SOURCE MATERIAL:
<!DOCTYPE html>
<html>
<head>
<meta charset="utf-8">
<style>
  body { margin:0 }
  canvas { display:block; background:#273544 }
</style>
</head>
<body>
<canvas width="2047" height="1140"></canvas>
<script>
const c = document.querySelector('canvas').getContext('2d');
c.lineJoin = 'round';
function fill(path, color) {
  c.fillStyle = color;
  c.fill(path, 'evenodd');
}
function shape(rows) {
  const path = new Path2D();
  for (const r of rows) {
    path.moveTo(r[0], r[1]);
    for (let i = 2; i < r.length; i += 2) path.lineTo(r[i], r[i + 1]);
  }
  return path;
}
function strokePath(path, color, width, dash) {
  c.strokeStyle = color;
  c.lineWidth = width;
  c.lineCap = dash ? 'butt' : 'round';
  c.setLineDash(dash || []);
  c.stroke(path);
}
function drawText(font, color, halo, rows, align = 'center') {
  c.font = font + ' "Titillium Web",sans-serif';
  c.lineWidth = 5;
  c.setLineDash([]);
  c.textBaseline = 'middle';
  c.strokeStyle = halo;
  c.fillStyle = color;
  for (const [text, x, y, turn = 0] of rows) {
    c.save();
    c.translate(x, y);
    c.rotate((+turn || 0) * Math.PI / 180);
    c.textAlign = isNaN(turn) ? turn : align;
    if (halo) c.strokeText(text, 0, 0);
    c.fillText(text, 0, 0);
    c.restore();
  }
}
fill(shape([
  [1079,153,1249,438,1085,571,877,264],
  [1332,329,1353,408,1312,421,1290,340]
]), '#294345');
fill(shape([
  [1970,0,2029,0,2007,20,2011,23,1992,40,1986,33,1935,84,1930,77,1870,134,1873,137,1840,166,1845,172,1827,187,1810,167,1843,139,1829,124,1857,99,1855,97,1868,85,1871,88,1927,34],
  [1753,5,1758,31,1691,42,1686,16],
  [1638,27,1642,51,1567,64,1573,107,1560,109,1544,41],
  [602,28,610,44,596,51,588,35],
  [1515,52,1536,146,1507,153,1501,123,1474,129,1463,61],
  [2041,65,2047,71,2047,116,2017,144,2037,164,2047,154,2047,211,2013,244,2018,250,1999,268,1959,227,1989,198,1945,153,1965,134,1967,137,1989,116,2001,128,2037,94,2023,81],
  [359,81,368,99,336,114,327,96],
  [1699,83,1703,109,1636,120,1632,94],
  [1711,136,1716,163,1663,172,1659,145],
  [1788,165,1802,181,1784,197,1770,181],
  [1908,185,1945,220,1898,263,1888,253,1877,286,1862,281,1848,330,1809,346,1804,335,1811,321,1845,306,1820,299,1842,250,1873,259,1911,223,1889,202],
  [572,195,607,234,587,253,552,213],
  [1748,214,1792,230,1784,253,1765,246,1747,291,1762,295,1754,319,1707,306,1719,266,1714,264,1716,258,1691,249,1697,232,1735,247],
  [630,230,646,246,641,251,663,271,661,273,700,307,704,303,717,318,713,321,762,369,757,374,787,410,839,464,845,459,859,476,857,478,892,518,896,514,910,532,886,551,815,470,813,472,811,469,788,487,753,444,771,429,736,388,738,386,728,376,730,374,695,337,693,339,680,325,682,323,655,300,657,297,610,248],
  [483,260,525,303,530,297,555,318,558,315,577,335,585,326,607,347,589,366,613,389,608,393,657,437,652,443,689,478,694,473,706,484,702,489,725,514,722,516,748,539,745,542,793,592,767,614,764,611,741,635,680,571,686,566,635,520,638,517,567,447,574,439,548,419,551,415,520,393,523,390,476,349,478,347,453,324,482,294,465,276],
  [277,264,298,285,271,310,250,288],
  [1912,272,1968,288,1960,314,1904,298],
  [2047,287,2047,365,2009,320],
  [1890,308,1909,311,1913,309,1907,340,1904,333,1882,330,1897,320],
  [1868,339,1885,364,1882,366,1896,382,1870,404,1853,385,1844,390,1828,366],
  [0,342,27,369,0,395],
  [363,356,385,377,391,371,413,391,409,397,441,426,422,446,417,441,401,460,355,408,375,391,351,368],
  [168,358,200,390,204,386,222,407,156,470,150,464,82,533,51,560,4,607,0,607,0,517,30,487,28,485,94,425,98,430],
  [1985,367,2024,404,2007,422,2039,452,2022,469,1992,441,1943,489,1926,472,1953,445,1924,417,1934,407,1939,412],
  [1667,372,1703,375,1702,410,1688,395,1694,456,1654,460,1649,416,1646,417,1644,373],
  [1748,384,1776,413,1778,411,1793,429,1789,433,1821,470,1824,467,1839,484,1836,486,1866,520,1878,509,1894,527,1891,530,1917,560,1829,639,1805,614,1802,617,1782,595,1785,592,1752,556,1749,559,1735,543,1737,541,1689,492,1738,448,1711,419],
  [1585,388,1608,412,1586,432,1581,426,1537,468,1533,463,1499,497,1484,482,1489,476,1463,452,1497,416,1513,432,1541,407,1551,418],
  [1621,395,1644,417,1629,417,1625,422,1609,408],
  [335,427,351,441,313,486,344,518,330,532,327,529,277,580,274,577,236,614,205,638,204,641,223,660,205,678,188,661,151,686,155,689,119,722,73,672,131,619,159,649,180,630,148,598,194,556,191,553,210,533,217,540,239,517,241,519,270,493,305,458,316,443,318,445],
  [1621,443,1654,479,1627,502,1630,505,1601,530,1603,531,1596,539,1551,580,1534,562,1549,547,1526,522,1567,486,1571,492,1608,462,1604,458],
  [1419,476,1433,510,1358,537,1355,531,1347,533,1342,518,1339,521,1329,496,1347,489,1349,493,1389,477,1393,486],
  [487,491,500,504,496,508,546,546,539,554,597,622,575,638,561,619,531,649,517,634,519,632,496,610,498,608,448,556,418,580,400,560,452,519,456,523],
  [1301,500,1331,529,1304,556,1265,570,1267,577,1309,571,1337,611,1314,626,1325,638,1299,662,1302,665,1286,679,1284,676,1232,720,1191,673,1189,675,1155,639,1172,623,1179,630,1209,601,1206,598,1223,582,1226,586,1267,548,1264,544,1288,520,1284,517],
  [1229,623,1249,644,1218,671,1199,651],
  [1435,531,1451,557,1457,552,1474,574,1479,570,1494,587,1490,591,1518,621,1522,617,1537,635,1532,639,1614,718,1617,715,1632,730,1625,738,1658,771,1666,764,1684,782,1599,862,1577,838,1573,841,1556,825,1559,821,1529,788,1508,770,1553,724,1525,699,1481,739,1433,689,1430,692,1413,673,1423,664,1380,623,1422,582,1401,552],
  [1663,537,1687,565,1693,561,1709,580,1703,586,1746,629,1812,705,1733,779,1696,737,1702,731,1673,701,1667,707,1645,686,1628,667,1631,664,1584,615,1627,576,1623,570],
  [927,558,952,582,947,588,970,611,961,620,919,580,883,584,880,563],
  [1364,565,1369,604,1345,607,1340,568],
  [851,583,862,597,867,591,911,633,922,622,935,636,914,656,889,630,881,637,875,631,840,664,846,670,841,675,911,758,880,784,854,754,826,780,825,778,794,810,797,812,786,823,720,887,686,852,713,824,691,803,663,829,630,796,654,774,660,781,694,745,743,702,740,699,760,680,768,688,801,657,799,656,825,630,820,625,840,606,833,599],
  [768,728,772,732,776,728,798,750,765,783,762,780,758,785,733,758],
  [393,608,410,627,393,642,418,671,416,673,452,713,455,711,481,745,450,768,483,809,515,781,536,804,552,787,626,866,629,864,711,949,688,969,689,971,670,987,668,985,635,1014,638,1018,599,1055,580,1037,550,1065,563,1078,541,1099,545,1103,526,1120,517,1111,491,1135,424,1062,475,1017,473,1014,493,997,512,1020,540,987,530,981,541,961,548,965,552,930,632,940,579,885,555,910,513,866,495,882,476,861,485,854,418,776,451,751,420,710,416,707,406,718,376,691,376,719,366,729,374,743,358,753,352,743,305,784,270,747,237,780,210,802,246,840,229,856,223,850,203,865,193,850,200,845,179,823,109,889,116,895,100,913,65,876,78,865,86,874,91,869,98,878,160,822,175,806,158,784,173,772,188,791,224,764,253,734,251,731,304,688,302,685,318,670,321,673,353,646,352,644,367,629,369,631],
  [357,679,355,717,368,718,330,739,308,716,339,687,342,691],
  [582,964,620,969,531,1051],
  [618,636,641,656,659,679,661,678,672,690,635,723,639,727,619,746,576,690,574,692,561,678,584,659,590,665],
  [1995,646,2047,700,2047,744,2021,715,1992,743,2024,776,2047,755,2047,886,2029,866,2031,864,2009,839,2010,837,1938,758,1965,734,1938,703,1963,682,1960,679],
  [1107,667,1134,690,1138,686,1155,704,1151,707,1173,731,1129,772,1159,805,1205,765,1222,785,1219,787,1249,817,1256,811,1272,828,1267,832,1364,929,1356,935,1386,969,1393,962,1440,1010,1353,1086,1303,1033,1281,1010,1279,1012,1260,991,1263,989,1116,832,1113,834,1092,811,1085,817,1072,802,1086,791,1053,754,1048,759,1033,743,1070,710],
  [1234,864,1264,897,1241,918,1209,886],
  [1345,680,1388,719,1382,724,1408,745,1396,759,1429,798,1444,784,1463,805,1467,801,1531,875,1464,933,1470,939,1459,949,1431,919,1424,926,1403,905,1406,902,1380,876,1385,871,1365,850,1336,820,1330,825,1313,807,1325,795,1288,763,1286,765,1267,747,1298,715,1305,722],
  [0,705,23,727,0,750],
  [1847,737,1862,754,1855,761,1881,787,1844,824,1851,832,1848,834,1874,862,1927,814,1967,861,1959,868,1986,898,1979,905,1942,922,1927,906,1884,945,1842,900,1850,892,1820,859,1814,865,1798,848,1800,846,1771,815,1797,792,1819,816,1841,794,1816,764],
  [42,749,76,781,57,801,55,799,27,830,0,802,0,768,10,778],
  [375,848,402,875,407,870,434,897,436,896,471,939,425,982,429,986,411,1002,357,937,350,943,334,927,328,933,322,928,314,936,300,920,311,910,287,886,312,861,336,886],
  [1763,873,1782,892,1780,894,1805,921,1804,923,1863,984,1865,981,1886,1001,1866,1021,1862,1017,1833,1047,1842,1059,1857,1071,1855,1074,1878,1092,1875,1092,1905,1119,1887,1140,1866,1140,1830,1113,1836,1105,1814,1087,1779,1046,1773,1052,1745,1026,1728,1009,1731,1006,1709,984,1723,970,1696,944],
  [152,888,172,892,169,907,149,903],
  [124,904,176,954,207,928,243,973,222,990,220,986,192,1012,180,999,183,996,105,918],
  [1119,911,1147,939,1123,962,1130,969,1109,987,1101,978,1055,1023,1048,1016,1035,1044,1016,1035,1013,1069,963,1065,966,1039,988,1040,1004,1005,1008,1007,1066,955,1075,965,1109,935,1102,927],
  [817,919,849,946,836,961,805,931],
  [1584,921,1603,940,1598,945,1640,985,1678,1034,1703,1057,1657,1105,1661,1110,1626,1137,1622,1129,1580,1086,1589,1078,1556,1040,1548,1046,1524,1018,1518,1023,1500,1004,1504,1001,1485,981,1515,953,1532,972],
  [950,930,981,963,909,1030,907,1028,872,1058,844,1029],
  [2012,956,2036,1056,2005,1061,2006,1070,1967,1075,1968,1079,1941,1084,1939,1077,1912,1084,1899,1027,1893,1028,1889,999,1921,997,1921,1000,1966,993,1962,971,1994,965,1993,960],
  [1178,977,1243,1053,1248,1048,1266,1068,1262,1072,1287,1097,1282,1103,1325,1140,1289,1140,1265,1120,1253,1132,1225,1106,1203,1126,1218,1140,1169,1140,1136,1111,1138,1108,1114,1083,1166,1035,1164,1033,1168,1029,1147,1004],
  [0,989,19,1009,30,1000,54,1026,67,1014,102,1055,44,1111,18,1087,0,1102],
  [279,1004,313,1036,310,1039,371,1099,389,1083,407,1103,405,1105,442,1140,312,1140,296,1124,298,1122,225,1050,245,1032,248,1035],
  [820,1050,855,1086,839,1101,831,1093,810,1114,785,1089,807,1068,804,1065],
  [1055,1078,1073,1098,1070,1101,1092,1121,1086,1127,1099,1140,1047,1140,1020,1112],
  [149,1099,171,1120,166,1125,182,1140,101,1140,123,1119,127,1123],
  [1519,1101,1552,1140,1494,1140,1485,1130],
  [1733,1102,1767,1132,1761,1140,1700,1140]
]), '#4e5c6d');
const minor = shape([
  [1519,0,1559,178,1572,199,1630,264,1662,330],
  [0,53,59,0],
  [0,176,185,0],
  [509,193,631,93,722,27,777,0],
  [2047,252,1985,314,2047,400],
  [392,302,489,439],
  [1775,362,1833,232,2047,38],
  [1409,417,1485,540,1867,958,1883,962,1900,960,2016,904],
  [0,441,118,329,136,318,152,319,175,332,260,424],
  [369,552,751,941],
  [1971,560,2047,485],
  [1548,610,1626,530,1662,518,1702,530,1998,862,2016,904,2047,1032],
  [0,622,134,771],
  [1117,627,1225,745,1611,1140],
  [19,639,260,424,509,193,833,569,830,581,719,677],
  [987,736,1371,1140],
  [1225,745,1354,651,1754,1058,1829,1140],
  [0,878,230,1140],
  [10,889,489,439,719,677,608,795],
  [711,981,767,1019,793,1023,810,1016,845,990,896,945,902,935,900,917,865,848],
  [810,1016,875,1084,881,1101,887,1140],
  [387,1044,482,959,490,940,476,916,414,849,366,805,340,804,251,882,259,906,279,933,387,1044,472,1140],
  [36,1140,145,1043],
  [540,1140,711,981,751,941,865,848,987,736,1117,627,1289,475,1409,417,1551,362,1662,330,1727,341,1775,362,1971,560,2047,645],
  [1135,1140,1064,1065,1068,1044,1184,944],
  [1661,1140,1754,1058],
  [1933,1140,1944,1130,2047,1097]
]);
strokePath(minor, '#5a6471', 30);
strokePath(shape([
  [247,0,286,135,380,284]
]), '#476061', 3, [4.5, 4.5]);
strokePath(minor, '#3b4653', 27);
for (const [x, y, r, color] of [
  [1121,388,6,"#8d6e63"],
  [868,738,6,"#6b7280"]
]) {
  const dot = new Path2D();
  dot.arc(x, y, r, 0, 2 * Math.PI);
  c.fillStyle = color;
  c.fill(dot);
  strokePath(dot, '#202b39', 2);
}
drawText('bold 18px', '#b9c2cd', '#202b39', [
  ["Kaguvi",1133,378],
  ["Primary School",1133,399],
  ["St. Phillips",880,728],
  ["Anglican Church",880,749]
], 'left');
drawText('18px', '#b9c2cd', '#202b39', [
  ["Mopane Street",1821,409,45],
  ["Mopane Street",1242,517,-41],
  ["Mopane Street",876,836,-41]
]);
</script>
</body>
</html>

DIRECTIONS FOR THIS TASK: Copy every line of the material above in which the string "color" can be found.

WRITTEN RESPONSE:
function fill(path, color) {
  c.fillStyle = color;
function strokePath(path, color, width, dash) {
  c.strokeStyle = color;
function drawText(font, color, halo, rows, align = 'center') {
  c.fillStyle = color;
for (const [x, y, r, color] of [
  c.fillStyle = color;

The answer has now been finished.